— Task to complete —
Show each line from the listing that includes the word "buttons".

----- Data in this exercise

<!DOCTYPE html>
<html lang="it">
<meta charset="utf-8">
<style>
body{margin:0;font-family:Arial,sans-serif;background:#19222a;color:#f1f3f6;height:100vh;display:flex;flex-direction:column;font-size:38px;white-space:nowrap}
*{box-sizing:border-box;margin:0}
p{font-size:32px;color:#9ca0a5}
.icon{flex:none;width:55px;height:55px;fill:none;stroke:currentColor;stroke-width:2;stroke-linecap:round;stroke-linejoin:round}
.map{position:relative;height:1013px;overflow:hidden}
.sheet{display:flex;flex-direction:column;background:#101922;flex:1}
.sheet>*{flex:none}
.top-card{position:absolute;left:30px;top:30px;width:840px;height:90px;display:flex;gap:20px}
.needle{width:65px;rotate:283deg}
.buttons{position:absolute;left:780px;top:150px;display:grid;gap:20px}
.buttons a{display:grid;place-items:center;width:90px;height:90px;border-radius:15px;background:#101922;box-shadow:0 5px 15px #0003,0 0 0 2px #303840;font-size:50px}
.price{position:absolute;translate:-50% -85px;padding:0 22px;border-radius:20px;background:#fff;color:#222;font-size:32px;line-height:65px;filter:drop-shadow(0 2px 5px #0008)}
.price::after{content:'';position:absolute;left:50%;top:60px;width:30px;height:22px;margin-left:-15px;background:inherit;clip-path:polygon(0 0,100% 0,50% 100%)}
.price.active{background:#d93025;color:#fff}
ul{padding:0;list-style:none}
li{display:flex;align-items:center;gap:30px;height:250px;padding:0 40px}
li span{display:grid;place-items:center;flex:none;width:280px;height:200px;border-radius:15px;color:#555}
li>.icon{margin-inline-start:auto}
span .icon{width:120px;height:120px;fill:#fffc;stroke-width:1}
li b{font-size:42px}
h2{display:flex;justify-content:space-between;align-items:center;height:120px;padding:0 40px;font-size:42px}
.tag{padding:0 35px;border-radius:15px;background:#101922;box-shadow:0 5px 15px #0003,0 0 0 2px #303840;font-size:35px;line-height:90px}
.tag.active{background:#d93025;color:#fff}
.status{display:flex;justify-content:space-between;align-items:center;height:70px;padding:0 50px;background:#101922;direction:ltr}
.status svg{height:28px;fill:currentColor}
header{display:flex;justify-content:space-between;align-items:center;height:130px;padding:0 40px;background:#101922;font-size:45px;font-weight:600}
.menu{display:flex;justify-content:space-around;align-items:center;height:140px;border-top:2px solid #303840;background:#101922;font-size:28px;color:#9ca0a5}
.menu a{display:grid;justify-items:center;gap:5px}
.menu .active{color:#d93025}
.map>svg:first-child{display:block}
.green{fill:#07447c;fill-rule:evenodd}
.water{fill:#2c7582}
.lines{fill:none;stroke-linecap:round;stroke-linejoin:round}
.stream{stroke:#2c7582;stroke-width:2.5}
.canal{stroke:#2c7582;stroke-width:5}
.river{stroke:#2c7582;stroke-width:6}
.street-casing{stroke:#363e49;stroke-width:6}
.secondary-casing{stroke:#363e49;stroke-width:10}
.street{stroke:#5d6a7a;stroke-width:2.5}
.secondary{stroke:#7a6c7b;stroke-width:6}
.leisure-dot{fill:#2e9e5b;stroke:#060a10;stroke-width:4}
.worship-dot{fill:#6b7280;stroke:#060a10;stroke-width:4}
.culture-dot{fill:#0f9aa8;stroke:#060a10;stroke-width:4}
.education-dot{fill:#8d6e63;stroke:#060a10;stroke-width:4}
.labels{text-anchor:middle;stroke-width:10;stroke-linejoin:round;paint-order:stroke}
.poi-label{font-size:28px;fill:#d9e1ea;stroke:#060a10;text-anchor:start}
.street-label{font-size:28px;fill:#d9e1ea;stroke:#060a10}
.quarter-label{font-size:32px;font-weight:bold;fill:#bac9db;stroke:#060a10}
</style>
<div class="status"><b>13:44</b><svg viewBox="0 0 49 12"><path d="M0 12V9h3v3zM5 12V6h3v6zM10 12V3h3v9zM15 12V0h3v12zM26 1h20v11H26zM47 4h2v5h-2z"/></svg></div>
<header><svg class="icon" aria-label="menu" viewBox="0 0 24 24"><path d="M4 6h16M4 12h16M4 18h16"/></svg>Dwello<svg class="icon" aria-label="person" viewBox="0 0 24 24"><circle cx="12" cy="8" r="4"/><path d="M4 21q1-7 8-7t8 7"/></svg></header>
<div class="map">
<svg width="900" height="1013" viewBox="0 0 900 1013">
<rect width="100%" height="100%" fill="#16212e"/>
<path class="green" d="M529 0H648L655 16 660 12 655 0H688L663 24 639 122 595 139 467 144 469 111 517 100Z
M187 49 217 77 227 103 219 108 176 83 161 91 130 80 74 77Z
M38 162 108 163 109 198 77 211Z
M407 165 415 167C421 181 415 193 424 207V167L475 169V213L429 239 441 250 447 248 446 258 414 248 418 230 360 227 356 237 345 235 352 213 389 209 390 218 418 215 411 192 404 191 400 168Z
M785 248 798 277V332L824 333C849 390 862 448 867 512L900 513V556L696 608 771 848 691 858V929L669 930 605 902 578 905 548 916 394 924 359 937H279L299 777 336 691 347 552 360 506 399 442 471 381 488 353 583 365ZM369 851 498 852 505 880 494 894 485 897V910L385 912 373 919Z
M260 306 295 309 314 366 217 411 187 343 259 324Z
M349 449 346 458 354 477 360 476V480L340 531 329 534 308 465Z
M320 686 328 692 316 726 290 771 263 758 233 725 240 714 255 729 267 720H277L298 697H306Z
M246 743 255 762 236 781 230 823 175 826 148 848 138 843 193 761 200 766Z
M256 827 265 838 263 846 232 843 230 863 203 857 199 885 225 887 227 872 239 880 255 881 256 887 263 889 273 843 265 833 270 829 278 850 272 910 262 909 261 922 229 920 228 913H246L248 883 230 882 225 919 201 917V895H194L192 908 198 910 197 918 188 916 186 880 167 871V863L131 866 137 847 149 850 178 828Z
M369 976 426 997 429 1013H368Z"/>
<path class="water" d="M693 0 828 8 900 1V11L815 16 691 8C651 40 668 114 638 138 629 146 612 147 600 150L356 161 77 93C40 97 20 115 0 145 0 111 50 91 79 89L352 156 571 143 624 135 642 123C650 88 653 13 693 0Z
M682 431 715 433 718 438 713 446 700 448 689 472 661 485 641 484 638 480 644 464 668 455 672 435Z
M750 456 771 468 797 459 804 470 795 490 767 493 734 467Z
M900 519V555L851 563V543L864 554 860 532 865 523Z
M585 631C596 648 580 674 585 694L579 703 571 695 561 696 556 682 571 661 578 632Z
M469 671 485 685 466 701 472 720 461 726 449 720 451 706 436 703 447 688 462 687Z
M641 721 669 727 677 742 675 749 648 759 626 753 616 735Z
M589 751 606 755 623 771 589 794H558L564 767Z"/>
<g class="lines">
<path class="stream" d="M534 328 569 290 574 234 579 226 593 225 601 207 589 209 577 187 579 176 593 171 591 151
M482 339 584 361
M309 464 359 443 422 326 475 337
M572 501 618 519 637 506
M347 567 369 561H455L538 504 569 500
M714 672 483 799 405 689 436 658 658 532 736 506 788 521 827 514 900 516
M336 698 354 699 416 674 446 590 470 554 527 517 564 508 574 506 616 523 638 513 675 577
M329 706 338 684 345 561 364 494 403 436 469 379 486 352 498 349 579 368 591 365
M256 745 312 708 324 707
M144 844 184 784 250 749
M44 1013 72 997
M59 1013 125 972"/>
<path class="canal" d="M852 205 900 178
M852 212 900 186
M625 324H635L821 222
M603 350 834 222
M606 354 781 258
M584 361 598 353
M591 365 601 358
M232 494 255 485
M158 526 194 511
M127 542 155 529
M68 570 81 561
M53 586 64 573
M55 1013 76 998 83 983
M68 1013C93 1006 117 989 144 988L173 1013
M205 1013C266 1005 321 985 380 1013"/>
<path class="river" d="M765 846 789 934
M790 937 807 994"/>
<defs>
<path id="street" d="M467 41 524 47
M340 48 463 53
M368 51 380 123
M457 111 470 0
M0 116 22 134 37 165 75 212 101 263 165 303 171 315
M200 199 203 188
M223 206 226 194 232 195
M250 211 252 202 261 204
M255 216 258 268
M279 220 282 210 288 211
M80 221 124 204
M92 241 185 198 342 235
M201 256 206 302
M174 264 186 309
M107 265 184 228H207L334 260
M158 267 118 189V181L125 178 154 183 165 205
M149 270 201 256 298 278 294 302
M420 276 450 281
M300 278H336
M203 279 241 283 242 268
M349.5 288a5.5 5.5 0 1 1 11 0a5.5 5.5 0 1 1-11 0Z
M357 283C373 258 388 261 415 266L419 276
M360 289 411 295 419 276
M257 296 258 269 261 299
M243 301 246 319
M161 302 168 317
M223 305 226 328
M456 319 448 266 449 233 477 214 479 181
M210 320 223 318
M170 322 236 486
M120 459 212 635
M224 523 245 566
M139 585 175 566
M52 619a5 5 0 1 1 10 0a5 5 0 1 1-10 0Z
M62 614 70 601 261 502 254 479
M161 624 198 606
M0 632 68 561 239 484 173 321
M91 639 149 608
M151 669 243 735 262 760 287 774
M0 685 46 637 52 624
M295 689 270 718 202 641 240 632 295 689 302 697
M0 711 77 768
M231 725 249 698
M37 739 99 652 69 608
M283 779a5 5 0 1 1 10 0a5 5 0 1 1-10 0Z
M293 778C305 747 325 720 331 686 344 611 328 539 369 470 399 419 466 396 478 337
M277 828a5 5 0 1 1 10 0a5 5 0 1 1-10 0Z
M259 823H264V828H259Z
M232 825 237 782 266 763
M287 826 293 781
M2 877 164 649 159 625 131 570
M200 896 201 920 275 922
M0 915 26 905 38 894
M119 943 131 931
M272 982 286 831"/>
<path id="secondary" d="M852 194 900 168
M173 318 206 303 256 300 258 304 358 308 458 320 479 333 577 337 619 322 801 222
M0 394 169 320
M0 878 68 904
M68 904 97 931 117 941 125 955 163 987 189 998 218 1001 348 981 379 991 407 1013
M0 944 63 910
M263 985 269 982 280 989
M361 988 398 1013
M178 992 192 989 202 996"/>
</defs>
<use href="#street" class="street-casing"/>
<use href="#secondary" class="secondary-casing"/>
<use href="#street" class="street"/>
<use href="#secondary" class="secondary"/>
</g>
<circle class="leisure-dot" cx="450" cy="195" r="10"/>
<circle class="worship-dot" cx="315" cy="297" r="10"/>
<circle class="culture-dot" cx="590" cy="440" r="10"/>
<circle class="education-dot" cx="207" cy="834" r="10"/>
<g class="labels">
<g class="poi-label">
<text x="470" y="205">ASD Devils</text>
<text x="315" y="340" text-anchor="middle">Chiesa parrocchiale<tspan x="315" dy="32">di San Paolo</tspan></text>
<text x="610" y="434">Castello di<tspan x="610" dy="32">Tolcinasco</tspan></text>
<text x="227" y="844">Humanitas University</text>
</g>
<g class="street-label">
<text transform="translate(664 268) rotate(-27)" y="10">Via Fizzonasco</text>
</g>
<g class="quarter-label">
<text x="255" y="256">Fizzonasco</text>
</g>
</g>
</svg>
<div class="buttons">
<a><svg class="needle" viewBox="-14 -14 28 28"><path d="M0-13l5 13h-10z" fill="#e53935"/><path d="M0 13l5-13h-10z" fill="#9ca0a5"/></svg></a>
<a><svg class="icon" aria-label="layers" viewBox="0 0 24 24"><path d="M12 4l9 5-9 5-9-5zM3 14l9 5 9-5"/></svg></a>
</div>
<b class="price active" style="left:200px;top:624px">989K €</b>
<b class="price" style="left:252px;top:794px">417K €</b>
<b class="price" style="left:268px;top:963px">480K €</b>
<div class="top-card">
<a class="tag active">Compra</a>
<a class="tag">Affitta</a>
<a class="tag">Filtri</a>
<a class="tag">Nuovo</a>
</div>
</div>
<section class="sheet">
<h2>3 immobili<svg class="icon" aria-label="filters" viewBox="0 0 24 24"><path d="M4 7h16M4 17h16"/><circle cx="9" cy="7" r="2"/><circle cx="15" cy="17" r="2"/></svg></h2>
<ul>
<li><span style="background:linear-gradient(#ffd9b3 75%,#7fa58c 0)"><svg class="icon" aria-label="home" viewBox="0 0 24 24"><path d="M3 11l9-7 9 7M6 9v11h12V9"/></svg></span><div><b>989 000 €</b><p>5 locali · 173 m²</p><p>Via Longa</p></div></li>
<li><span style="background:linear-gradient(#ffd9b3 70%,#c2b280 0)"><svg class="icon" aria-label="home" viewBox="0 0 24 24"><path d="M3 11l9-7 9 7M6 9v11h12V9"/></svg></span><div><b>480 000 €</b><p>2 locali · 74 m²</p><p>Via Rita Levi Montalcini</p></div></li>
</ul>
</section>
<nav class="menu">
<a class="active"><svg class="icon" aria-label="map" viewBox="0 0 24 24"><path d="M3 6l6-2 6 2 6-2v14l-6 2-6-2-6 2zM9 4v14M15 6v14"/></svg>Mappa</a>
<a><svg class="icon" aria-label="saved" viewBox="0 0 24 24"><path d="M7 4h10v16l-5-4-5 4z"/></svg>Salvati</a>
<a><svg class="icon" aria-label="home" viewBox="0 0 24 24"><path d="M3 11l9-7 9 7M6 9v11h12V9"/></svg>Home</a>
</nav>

----------

— Result of this exercise —
.buttons{position:absolute;left:780px;top:150px;display:grid;gap:20px}
.buttons a{display:grid;place-items:center;width:90px;height:90px;border-radius:15px;background:#101922;box-shadow:0 5px 15px #0003,0 0 0 2px #303840;font-size:50px}
<div class="buttons">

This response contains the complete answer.